» PROBLEM DETAILS
Among the entries below, find every line that has "بوستان" and pull it out.

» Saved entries
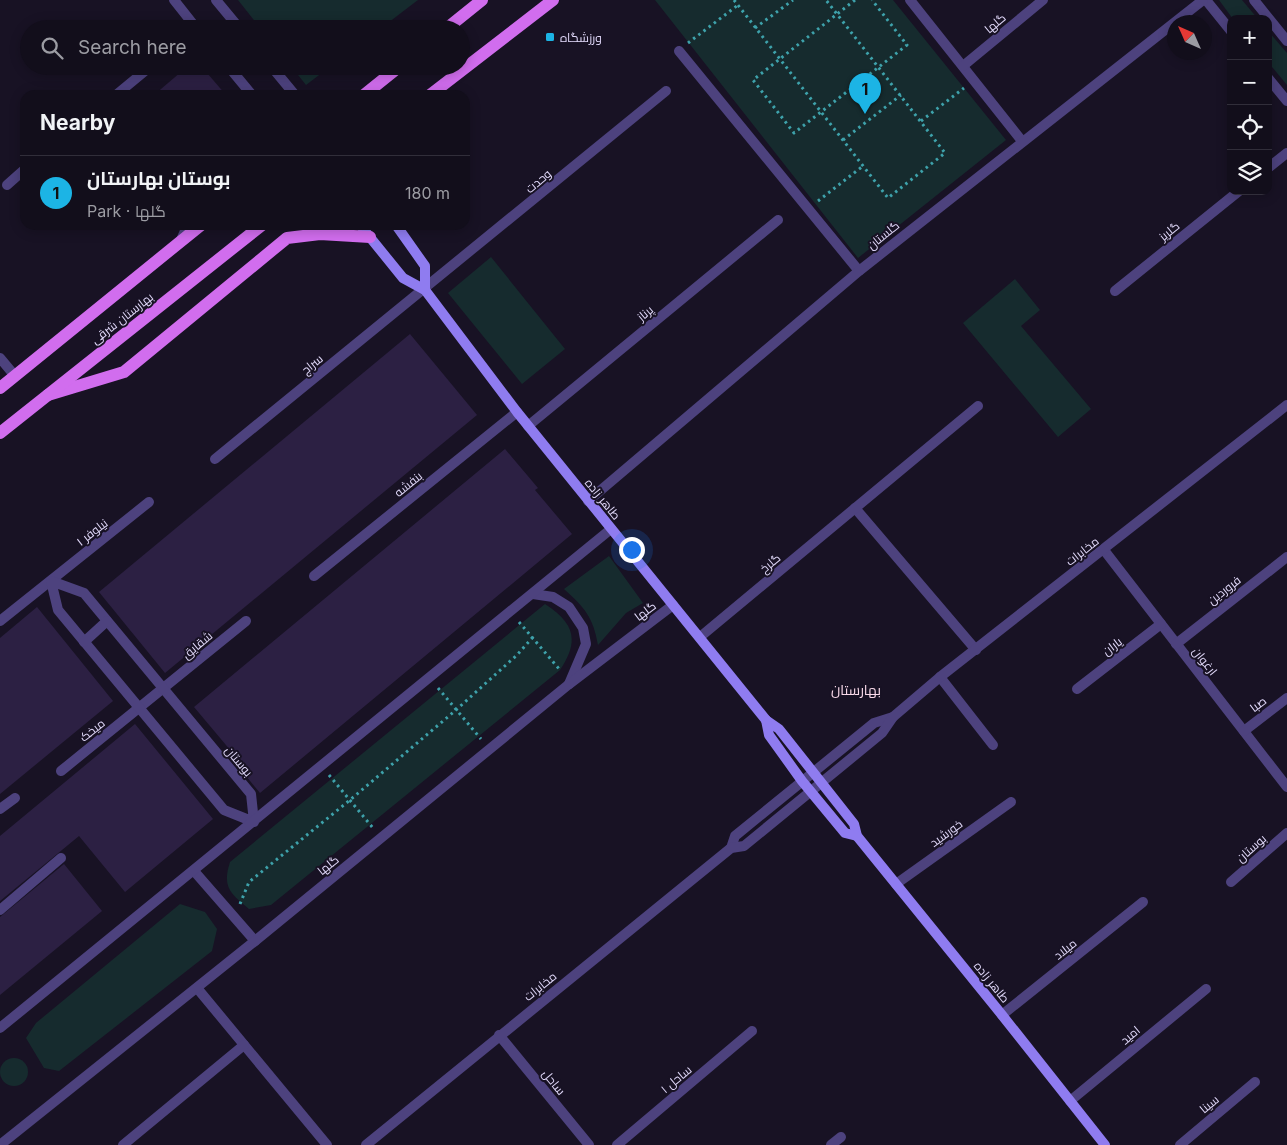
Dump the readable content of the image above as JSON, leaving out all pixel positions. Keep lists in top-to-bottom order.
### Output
{
  "streets": {
    "main road": ["بهارستان شرقی", "طاهر زاده"],
    "street": [
      "گلها",
      "وحدت",
      "گلریز",
      "گلستان",
      "پرناز",
      "سراج",
      "بنفشه",
      "نیلوفر ۱",
      "مخابرات",
      "گلرخ",
      "فروردین",
      "شقایق",
      "یاران",
      "ارغوان",
      "صبا",
      "میخک",
      "بوستان",
      "خورشید",
      "میلاد",
      "امید",
      "ساحل ۱",
      "ساحل",
      "سینا"
    ]
  },
  "crossings": [
    ["گلها", "طاهر زاده"],
    ["وحدت", "سراج"],
    ["وحدت", "طاهر زاده"],
    ["گلستان", "طاهر زاده"],
    ["پرناز", "طاهر زاده"],
    ["سراج", "طاهر زاده"],
    ["بنفشه", "طاهر زاده"],
    ["طاهر زاده", "مخابرات"],
    ["طاهر زاده", "گلرخ"],
    ["طاهر زاده", "خورشید"],
    ["طاهر زاده", "میلاد"],
    ["طاهر زاده", "امید"],
    ["نیلوفر ۱", "بوستان"],
    ["مخابرات", "ارغوان"],
    ["مخابرات", "ساحل"],
    ["فروردین", "ارغوان"],
    ["شقایق", "میخک"],
    ["شقایق", "بوستان"],
    ["یاران", "ارغوان"],
    ["ارغوان", "صبا"]
  ],
  "districts": ["بهارستان"],
  "places": {
    "transit": ["ورزشگاه"]
  },
  "north": "top left",
  "page": {
    "map_buttons": ["+", "−"],
    "search": "Search here",
    "pins": "1",
    "heading": "Nearby",
    "list": [
      {
        "mark": "1",
        "name": "بوستان بهارستان",
        "note": "Park · گلها",
        "value": "180 m"
      }
    ]
  }
}
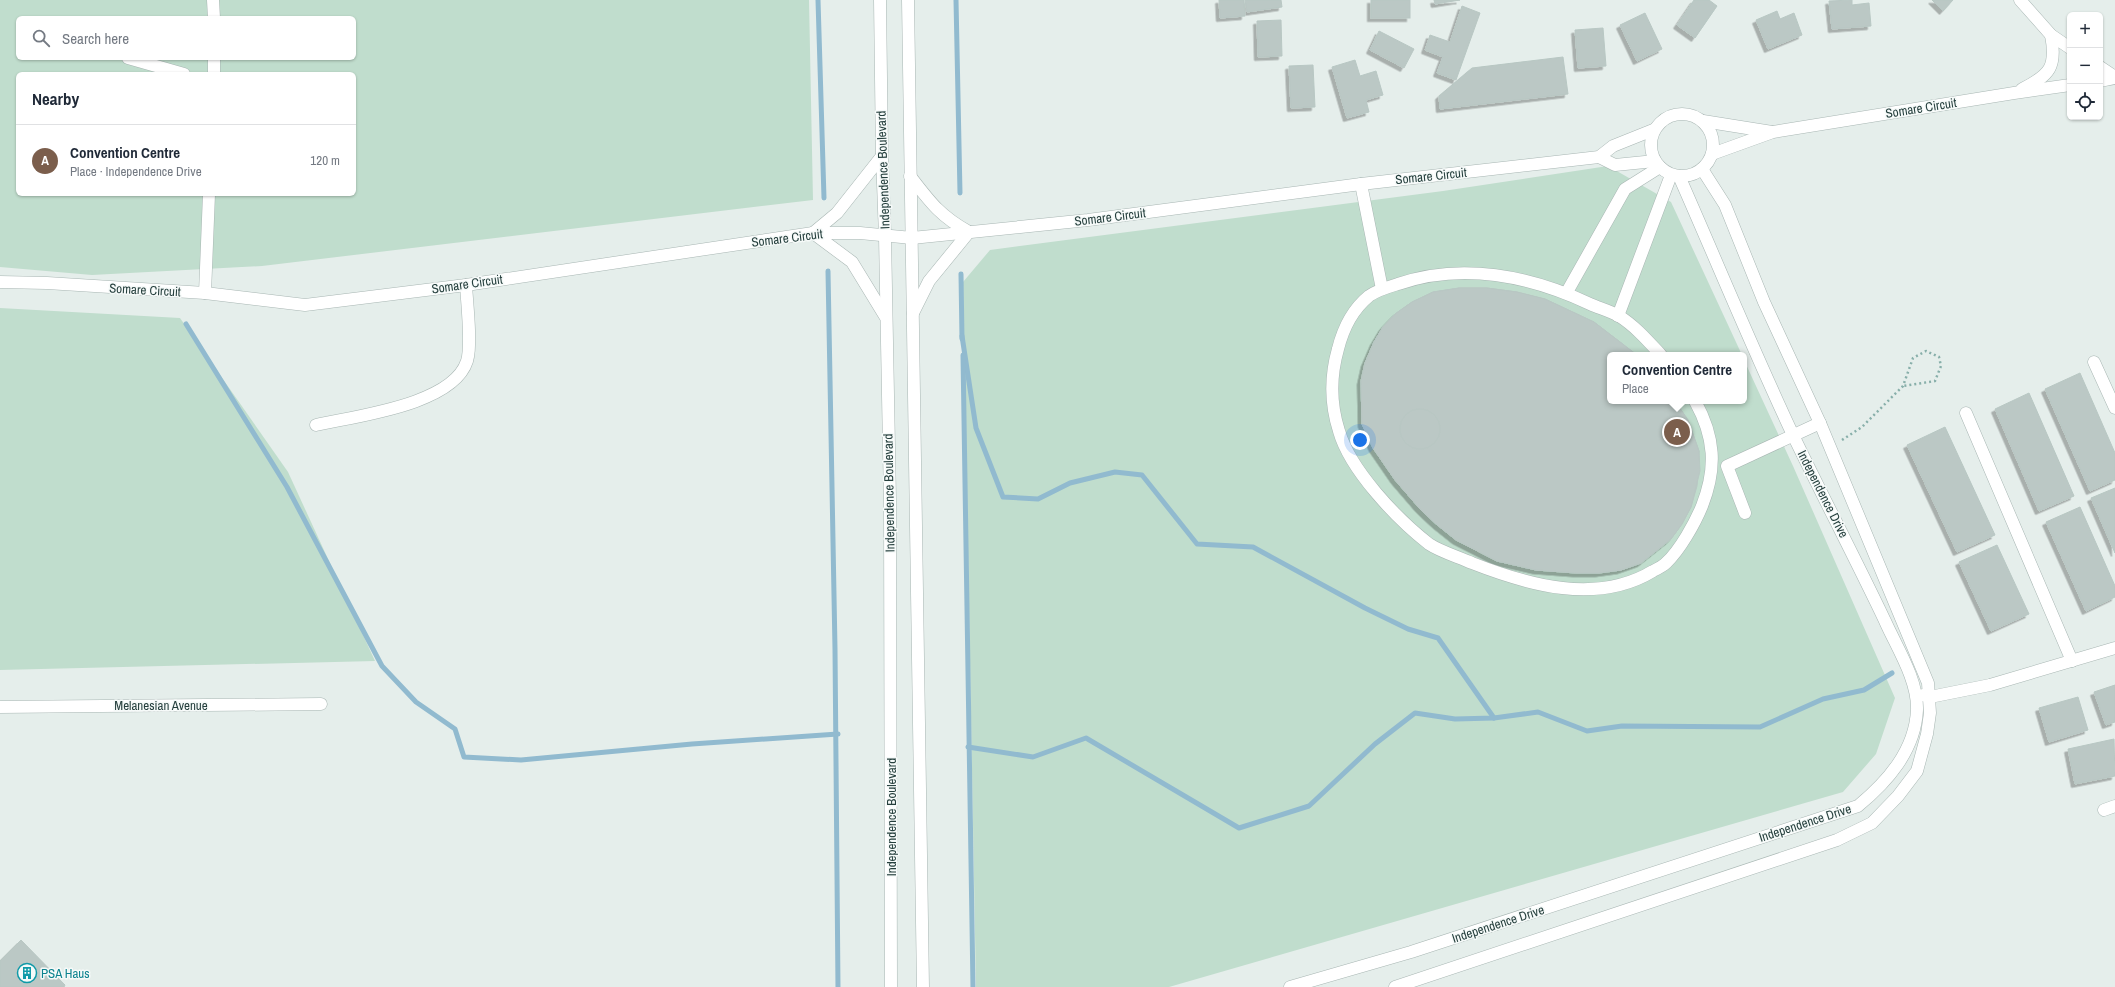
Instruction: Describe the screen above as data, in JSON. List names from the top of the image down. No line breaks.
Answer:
{"streets":{"street":["Somare Circuit","Independence Boulevard","Independence Drive","Melanesian Avenue"]},"crossings":[["Somare Circuit","Independence Boulevard"],["Somare Circuit","Independence Drive"]],"places":{"building":["PSA Haus"]},"page":{"map_buttons":["+","−"],"search":"Search here","heading":"Nearby","list":[{"mark":"A","name":"Convention Centre","note":"Place · Independence Drive","value":"120 m"}],"popup":["Convention Centre","Place"],"pins":"A"}}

» EXPECTED OUTPUT
      "بوستان",
    ["نیلوفر ۱", "بوستان"],
    ["شقایق", "بوستان"],
        "name": "بوستان بهارستان",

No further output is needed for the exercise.